Al escribir estas líneas, finalmente se produjo un acuerdo de cese al fuego entre Hamás e Israel. Siendo ese un desenlace deseable, habría que recordar que ya hubo acuerdos similares en el pasado (en 2009, 2012 y 2014), y que estos no perduraron en el tiempo.

 ¿Qué más habría que hacer para que lo que acaba de ocurrir no se repita? De un lado, investigar los hechos de violencia y procesar penalmente a los responsables. Como vimos en un artículo anterior, la fiscal de la Corte Penal Internacional ya inició una investigación sobre posibles crímenes de guerra y de lesa humanidad cometidos tanto por representantes de Israel como por integrantes de Hamás y otros “grupos armados palestinos”: organizaciones internacionales de derechos humanos y la ONU sostienen no sólo que hay evidencia de la comisión de esos crímenes sino además que, tal como ocurre al escribir estas líneas, la gran mayoría de muertes entre civiles como producto de esos crímenes las provocaron fuerzas israelíes. De otro lado, la violencia es el síntoma, no la causa del problema.

¿Cuál es el problema fundamental? reportes recientes tanto de la organización de derechos humanos B’Tselem (compuesta mayoritariamente por ciudadanos judíos de Israel, y que tiene al gobierno noruego como fuente importante de financiamiento), como de la organización Human Rights Watch coinciden en la respuesta. Los títulos de esos reportes lo dicen de manera explícita: el primero se titula “Un régimen de Supremacía Judía desde el Río Jordán hasta el Mar: esto es Apartheid”, y el segundo se titula “Se ha Cruzado el Umbral: las Autoridades Israelíes y los Crímenes de Apartheid y Persecución”. La Convención Internacional sobre la Represión y el Castigo del Crimen de Apartheid lo define como “actos inhumanos cometidos con el propósito de establecer y mantener la dominación de un grupo racial de personas sobre cualquier otro grupo racial de personas y de oprimirlo sistemáticamente”. Según ambos reportes, el Estado de Israel ha establecido sistemas legales diferentes para palestinos y judíos israelíes que favorecen a estos últimos en los términos descritos por esa definición.
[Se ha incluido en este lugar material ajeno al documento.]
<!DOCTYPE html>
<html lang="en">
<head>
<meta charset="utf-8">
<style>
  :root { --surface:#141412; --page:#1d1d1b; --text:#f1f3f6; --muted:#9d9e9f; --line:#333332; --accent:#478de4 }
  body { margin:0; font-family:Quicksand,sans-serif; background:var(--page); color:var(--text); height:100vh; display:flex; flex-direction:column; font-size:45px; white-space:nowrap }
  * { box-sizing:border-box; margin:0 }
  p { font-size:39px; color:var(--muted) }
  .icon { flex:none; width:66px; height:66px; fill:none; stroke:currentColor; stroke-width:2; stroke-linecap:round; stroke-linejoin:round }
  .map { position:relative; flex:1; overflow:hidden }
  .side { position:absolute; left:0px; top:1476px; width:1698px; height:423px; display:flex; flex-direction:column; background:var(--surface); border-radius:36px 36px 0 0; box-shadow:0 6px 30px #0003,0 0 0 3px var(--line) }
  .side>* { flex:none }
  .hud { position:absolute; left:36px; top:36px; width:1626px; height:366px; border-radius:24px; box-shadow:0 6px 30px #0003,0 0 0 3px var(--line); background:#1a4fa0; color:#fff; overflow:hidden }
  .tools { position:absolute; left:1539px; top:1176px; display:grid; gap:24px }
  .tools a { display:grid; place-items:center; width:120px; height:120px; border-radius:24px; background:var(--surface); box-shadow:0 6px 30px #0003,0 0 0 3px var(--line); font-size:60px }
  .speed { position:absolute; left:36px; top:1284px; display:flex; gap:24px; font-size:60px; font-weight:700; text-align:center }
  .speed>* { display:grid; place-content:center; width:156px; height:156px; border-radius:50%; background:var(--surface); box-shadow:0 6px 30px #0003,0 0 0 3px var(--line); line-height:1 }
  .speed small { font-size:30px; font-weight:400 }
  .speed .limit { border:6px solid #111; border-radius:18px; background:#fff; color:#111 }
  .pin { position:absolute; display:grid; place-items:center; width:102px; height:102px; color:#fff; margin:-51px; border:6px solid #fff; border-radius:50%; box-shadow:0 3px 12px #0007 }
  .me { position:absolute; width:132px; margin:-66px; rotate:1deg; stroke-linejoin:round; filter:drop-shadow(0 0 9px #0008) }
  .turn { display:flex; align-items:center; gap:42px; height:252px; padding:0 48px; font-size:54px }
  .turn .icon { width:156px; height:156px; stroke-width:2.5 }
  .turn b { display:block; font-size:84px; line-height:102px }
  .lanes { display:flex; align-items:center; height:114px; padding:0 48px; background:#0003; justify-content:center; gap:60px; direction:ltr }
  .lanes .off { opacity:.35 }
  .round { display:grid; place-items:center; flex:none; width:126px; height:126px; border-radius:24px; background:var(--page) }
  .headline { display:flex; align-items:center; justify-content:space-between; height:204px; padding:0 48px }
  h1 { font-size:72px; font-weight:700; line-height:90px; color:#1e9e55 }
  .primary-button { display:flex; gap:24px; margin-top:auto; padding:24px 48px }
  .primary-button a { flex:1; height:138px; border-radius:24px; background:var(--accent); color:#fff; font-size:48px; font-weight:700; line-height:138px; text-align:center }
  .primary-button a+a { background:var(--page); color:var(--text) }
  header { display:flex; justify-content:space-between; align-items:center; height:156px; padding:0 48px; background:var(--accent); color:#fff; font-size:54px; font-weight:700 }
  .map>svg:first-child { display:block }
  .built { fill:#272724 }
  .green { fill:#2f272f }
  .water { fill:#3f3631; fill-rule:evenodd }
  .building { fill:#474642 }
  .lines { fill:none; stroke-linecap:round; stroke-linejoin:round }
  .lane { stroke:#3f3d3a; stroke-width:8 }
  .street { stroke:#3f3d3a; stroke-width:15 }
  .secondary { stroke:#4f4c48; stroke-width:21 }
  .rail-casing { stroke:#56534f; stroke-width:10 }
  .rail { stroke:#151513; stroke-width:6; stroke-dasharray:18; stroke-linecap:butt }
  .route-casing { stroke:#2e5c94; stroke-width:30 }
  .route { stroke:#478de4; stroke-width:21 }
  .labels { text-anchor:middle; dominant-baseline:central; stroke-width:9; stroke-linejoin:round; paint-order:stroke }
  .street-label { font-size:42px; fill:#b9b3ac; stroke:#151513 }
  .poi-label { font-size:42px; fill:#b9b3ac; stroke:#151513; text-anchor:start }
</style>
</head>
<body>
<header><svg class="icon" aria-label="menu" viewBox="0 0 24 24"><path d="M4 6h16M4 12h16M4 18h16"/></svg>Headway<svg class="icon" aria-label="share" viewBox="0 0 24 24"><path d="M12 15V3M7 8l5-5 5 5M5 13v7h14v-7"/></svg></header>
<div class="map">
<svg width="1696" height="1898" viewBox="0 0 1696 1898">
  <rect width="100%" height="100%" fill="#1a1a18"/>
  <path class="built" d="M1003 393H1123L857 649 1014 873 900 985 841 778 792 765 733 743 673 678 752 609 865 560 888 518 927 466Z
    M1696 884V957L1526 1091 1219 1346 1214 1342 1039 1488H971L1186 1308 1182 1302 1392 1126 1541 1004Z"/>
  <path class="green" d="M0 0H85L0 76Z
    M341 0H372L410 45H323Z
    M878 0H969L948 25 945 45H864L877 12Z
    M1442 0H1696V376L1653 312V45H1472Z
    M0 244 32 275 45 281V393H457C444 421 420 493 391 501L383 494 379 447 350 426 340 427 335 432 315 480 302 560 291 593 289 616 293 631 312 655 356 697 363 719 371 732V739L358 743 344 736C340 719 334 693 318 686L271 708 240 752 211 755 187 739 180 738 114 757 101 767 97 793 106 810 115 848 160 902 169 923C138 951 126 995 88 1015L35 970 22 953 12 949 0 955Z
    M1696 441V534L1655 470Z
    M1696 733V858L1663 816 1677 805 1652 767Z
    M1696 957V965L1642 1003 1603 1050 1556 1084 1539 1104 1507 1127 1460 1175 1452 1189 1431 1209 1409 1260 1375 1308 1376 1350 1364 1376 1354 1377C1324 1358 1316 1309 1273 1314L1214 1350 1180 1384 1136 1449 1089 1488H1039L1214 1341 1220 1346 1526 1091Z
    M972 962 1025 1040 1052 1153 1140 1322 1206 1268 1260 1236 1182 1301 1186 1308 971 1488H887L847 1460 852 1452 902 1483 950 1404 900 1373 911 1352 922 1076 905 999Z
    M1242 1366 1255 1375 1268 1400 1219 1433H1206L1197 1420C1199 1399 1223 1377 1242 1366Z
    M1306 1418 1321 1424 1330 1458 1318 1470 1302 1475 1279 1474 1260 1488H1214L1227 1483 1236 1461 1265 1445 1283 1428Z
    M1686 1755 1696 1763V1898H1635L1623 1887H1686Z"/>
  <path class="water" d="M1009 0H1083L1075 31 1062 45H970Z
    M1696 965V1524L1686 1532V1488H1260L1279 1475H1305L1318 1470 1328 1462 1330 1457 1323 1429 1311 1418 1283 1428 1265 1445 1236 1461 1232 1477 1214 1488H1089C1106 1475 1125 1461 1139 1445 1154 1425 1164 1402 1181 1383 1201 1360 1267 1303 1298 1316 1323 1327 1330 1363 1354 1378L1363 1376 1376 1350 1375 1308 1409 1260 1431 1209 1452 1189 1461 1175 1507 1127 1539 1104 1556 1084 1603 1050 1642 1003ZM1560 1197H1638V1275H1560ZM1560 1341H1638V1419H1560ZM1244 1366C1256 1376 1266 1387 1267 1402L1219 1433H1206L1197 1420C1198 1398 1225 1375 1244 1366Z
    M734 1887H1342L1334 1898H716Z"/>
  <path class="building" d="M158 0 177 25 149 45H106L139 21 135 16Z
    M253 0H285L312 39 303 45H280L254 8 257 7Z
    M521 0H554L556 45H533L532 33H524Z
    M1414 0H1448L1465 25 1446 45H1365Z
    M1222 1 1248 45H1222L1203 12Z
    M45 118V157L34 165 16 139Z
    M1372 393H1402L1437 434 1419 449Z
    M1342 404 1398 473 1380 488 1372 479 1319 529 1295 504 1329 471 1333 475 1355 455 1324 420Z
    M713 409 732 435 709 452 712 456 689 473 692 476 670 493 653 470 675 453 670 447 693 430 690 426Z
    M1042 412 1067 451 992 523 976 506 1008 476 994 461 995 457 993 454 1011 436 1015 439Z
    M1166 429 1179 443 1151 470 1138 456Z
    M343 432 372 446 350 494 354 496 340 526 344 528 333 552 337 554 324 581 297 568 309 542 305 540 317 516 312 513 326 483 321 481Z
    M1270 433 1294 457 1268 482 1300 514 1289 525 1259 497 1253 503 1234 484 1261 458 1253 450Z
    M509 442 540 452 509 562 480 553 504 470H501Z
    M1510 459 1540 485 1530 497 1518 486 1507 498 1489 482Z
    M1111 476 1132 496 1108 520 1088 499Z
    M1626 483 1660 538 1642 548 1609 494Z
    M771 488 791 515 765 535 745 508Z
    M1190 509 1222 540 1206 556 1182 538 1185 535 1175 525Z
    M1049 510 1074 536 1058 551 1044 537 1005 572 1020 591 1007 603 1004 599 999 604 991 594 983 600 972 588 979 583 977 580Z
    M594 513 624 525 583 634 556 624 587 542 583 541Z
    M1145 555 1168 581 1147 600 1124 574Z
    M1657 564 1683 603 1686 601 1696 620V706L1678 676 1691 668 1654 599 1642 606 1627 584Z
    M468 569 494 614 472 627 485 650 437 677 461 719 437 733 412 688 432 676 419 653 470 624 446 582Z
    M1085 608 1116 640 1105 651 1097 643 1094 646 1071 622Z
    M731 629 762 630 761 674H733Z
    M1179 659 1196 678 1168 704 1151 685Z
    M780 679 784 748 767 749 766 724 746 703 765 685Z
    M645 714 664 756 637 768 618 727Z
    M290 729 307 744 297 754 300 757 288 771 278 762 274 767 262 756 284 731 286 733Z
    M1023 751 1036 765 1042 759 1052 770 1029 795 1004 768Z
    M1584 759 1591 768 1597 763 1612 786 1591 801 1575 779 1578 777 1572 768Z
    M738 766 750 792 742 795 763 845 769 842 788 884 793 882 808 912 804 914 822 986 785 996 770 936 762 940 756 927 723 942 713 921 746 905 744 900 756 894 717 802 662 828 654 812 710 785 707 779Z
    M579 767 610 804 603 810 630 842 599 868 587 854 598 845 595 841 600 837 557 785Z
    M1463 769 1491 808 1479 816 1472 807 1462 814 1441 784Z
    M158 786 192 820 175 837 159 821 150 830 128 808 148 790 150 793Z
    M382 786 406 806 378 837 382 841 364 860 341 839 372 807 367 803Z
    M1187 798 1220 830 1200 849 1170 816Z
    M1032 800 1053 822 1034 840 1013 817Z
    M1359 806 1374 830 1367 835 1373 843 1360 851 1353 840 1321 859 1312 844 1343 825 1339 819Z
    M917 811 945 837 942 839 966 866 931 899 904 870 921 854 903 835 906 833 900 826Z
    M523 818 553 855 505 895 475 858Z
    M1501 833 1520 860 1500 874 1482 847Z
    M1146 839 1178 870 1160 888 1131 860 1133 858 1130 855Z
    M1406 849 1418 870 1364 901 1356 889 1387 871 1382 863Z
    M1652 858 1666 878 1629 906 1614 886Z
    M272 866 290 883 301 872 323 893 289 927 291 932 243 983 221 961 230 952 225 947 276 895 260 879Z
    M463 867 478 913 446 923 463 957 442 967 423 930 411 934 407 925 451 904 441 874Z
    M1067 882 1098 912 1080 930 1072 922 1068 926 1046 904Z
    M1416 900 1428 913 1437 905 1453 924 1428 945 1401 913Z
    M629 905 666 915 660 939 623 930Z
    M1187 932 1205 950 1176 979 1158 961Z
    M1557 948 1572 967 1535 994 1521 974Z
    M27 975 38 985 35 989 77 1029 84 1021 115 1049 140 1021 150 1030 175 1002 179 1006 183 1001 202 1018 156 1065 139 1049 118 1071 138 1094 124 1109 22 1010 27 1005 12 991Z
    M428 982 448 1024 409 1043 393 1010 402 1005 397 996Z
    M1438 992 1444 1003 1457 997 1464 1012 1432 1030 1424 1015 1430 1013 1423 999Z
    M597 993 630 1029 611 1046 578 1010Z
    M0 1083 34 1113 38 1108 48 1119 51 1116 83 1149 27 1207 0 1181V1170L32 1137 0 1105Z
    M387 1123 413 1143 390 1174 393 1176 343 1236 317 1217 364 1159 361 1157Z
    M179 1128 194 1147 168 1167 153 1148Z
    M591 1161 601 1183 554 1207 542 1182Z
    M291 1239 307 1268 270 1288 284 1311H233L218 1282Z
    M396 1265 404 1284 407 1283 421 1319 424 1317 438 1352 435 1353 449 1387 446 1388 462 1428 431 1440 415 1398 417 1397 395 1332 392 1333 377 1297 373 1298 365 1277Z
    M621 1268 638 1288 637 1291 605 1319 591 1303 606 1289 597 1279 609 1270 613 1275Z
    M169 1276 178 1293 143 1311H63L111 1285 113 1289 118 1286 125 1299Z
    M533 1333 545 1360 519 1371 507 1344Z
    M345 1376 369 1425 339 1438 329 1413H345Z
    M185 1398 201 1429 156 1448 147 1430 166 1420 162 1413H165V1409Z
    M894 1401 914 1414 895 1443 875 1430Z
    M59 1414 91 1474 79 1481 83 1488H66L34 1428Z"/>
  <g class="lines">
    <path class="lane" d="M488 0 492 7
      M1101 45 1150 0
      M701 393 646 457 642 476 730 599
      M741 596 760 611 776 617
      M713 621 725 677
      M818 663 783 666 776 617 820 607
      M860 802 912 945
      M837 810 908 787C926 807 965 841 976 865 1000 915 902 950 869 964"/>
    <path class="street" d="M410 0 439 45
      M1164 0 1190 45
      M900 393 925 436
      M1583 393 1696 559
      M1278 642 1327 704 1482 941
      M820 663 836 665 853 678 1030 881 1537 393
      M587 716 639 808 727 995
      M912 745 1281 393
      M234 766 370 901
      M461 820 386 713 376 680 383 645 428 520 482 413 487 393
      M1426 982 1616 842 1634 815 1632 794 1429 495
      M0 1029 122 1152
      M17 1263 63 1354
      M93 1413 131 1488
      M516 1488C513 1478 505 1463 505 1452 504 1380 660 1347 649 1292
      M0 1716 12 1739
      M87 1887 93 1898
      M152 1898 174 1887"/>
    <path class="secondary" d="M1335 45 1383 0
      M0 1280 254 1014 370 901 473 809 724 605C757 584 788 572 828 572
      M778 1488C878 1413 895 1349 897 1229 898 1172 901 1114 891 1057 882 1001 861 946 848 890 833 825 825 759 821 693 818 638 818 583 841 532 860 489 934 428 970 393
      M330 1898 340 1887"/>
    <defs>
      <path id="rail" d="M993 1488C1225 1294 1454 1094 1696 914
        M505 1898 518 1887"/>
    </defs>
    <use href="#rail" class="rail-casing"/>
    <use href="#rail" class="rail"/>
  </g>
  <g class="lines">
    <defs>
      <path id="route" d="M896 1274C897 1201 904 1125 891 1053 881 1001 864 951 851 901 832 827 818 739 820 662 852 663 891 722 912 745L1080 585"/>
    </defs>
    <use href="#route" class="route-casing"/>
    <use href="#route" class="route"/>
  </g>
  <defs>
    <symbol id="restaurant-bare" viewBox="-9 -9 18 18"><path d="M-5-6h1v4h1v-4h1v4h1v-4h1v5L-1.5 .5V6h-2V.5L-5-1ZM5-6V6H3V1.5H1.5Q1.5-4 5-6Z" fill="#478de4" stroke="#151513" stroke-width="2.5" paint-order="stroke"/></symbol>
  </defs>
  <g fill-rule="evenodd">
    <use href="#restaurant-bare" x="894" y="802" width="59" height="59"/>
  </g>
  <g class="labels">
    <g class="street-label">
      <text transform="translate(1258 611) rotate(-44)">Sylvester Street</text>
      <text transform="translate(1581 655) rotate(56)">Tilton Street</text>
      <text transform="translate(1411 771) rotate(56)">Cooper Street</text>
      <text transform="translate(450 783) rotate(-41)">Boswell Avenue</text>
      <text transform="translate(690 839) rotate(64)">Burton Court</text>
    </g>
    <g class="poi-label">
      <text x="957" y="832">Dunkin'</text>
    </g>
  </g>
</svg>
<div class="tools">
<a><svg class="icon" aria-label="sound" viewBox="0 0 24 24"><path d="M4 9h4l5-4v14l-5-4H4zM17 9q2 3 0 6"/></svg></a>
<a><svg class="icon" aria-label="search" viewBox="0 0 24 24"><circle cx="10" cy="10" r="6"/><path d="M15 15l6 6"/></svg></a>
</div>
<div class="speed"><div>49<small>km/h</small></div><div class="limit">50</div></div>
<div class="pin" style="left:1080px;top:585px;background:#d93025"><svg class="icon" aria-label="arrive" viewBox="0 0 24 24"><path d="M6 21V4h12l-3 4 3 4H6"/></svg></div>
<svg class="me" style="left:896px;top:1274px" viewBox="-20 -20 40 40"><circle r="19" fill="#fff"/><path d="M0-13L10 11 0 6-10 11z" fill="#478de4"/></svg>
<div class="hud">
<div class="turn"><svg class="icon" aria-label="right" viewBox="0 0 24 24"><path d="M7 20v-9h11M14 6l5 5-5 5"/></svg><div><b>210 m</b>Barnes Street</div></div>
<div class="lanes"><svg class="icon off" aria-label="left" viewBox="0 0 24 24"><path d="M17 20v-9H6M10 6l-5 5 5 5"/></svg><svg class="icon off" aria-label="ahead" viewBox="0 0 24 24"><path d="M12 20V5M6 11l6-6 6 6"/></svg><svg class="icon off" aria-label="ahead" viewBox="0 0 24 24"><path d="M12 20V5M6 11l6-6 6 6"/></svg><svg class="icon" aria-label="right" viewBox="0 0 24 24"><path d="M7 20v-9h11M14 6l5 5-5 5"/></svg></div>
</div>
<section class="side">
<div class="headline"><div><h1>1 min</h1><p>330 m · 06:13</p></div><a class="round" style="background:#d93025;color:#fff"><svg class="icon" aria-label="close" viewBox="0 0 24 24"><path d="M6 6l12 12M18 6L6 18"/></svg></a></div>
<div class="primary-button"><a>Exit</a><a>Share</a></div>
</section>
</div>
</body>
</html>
En el caso de los palestinos con ciudadanía israelí existen normas específicas que discriminan en su contra. Por ejemplo, la ley del Estado Nación, la cual establece que “El derecho a ejercer la autodeterminación nacional en el Estado de Israel es exclusivo del pueblo judío” (pese a que un 20% de sus ciudadanos no son judíos). Esa norma reafirma leyes discriminatorias ya existentes, cuando sostiene que “el Estado considera que el desarrollo de asentamientos judíos es un valor nacional” que debe promover, negando sistemáticamente a ciudadanos no judíos el derecho a construir viviendas en tierras del Estado.

Las protestas en Jerusalén que estuvieron en el origen de la violencia actual se deben a una ley de 1970 que permite a ciudadanos judíos de Israel reclamar propiedades que perdieron durante la guerra de 1948: no existe ley alguna que permita a los palestinos (sean o no ciudadanos de Israel), hacer lo mismo (pese a que la gran mayoría de las propiedades perdidas durante esa guerra les fueron arrebatadas a ellos). En Gaza, por su parte, el espacio aéreo, marítimo y las fronteras terrestres (salvo con Egipto), están bajo control israelí. Israel ha empleado ese control para, por ejemplo, impedir el ingreso de vacunas contra la Covid-19 o la salida de personas para recibir tratamiento médico (según la OMS, 54 gazatíes fallecieron por esa causa en 2017). En Cisjordania la mayor parte del territorio está bajo control israelí para uso exclusivo de sus ciudadanos judíos, mientras los palestinos viven en unos 165 enclaves inconexos entre sí, e Israel restringe su libertad de movimiento, les niega derechos civiles y políticos, y confisca o destruye sus propiedades.

Mientras esas sigan siendo las circunstancias, sería cuestión de tiempo el que vuelvan a producirse hechos como los que acabamos de presenciar.